Quick The Card Counter Walkthrough

William Tell taught himself to count cards while in prison. Why was he in a prison? A military prison at that?! Great question. And using his skills at counting, he just slowly works the casinos for a little here, a little there… and stays under the radar, taking just enough to survive on. And every night he heads out of the Casino’s to stay at a nearby motel, where he wraps everything in the room in sheets. Huh.

An old acquaintance, La Linda, pitches Tell on getting a backer and going all the way to the World Series of Poker. He initially tells La Linda no, but when Tell meets Cirk, and decides he wants to help him, he tells her that he’ll do it. Now, who is this Cirk? He happens to be the son of a man that trained under Major John Gordo at the Abu Ghraib prison. Eventually Cirk’s father committed suicide, and Cirk decides he wants to get revenge on Gordo and he enlists Tell’s help in order to torture and kill him. But instead, Tell is determined to save the kid. But that will require money, and that means, The World Series of Poker.

Eventually, Tell, having been unsuccessful with the soft approach, takes Cirk back to his motel room in order to scare him into leaving Gordo alone. He threatens to torture the kid, but instead gives him $150K in an attempt to get him to reconnect with his mother, and start his life over again. But it doesn’t work. Because while Tell is sitting at the final table of the World Series of Poker, he finds out that Cirk has been killed by Gordo. Walking away from La Linda, and the tournament, he makes a bee line to Gordo’s house. And it’s there that he tells Gordo what is going to happen. “They would engage in a dramatic reenactment” of their time in Abu Ghraib. We don’t see anything, but we hear them both screaming in agony. Tell eventually appears, and he is severely wounded… and he calls the cops to let them know that there has been a homicide. hrmmm. For which Tell is obviously incarcerated. As the movie ends, La Linda comes and they both put a finger out against the glass that separates them both. The end. WAIT WHAT?

The Card Counter Movie’s Weird Ending Explained

First things first, as the rating denotes, I despised this movie. Oscar Isaac is so much better than this movie. His acting in Ex Machina was glorious, or A Most Violent Year… hell, his acting in The Last Jedi even! Which makes me realize that when actors select a movie to join they have to look at a lot more than just the script. They have to pay attention to the director, the cinematographer, the editor… etc., etc. Because this movie was just atrociously wooden and blocky bad. I can’t even describe it. Yes, I understand that the character of Tell is stinted, and restrained. BUT. THE. CHARACTERS. ALL. DIDN’T. HAVE. TO. TALK. THIS. WAY. ALL. THE. TIME. Horrifying. Just so bad.
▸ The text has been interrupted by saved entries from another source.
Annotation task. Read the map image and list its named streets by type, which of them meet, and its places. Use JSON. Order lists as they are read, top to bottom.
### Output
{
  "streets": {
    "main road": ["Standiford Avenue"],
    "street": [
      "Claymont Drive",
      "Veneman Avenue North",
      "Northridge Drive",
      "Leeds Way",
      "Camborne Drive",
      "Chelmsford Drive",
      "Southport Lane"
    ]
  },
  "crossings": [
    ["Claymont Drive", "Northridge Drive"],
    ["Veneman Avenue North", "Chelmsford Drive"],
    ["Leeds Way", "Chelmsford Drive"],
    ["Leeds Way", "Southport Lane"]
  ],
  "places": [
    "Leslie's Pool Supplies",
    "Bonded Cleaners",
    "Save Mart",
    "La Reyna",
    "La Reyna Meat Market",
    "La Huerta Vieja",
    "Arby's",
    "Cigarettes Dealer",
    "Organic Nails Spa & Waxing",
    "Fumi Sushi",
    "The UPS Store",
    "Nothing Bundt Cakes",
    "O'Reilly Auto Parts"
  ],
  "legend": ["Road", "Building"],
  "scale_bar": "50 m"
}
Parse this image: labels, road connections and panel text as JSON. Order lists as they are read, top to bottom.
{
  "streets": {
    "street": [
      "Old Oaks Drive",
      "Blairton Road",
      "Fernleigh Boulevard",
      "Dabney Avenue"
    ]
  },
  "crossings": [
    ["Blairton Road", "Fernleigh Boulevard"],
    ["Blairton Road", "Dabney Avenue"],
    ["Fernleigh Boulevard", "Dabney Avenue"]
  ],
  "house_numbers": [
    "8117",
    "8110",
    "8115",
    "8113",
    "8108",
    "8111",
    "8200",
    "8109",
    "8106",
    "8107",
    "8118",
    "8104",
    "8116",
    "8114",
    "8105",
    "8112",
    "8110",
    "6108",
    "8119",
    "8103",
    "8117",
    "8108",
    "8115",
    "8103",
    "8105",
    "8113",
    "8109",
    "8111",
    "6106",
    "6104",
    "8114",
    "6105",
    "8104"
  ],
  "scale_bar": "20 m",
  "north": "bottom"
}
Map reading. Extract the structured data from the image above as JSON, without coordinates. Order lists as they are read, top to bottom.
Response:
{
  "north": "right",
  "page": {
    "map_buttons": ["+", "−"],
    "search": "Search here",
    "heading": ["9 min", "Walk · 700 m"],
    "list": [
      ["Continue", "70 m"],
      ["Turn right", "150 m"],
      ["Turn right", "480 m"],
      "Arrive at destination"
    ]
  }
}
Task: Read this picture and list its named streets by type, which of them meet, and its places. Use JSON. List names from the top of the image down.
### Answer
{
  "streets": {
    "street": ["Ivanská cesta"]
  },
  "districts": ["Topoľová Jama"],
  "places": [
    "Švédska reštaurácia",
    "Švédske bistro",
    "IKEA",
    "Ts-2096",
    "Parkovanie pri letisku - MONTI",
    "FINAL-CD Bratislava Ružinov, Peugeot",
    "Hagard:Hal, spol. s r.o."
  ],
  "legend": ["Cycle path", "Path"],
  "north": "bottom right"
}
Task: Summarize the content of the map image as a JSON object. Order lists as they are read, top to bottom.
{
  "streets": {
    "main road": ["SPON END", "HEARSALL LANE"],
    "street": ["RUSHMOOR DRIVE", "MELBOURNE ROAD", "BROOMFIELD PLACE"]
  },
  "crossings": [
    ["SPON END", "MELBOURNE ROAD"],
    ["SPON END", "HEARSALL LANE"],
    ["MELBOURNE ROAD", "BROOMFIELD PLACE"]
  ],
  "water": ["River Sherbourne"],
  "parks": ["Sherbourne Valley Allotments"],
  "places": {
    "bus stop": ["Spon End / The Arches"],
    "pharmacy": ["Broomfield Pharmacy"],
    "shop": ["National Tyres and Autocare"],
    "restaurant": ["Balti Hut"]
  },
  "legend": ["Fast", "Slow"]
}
Regardless, what was this movie about? Any movie that nonchalantly drops in the word, expiation has to have something tricky up its sleeve.

Here’s the long and short of it. Tell is broken by his sins from his time in Abu Ghraib. (Can I just say that Abu Ghraib is getting old as a de-facto definition of sin. A sniper accidentally hitting a woman behind his main target? Someone that detonates bombs that screws up, and blows up a family? I mean… the ambiguity could add glorious color to a movie like this. Abu Ghraib is so over played as a moral black… just saying.) He tortured people, and he enjoyed it way too much. When photos were released of Tell doing what he did, Gordo didn’t get busted, but Tell did. But while in prison, Tell learned to cope with life better there than anywhere else. It was controlled. It was defined.

Enter Cirk. He is listless, lost, and in debt. His father committed suicide and he bailed on his mother. His only hope is to play at revenge. To kill Gordo in the hope of freedom from his control. But Tell is really clear on this point for Cirk… there will be no freedom from this particular past. Killing Gordo will not do anything for him.

“Is there an end to punishment, is there a limit to the amount of effort it takes to warrant expiation? Is it possible to know when one reaches the limit?”

Wait – what is he on about now? He’s talking about the forgiveness of sins. Expiation is literally just a word that means amends. Or reparations:

He’s asking if there is some sort of atonement that is possible for his own actions. But the question isn’t relevant just for people that tortured others in Abu Ghraib. You? Me? We’ve all screwed up today. Some more egregiously. But it’s all sin. So, the question isn’t for Tell… how does he expiate his past. The question is for us, how do we expiate the day?

Ultimately, The Card Counter finds its own forgiveness from the forgiveness of others. “The feeling of being forgiven by another, and forgiving one’s self are so much alike, there’s no point in trying to keep them distinct.” And while, interesting… and soothing, I’d argue is just kind of cute. La Linda literally knows nothing about Tell’s life and crimes. Yes, her grace for Tell and his murdering of Gordo is vast and wide. But even that I would argue as being irrelevant. Think about it this way…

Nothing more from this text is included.